A standalone VCC might be sufficient for a single-strategy hedge fund, whereas an umbrella VCC is ideal if you plan to host multiple strategies or funds (sub-funds) under one entity.
The umbrella option offers flexibility to add new sub-funds over time as your fund offerings expand.
Appoint a Permissible Fund Manager
Every VCC must have an approved fund manager in place. You’ll need to engage a MAS-regulated fund management company (either already licensed or registered, or a new entity you establish and license for this purpose). The fund manager can be:
- A licensed Fund Management Company (FMC) authorized to serve retail or accredited investors, or
- A Registered Fund Management Company (RFMC) for smaller, non-retail fund operations (managing up to S$250 million and serving only qualified investors), or
- An exempt financial institution (such as a bank or insurance company with MAS approval to conduct fund management).

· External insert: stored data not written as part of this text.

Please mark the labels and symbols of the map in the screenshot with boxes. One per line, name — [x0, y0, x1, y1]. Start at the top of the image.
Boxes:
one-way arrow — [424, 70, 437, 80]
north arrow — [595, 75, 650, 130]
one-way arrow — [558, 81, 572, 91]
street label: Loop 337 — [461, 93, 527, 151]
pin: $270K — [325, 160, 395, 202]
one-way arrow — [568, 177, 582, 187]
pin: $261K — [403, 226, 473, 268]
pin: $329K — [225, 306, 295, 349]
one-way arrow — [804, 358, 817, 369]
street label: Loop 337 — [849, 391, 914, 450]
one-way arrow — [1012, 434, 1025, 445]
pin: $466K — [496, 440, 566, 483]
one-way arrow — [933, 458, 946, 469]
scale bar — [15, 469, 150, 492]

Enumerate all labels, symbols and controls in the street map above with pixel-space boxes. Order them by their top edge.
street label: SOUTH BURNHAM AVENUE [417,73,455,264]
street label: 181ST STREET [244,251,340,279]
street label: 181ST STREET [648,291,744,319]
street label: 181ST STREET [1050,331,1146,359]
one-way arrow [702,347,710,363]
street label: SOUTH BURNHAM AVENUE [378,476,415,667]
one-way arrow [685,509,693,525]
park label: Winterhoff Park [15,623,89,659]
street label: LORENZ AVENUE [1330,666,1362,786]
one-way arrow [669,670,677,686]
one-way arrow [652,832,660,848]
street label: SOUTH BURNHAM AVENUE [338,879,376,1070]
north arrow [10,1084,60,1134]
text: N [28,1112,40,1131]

Appoint Key Officers and Service Providers
Similar to incorporating a company, a VCC requires certain appointments:
- Directors: Nominate the board of directors for the VCC. A minimum of one director must be ordinarily resident in Singapore (citizen or permanent resident). If the VCC is an umbrella with sub-funds offered to retail investors (authorized schemes), a majority of directors must be independent of the fund manager. Directors should be qualified individuals who can fulfill fiduciary duties and oversee the fund’s activities.
- Company Secretary: Appoint a Singapore-resident company secretary to handle corporate secretarial matters.
- Auditor: Appoint an accredited auditor in Singapore within 3 months of incorporation. The auditor will audit the VCC’s accounts (umbrella VCCs can prepare consolidated financial statements with sub-fund details).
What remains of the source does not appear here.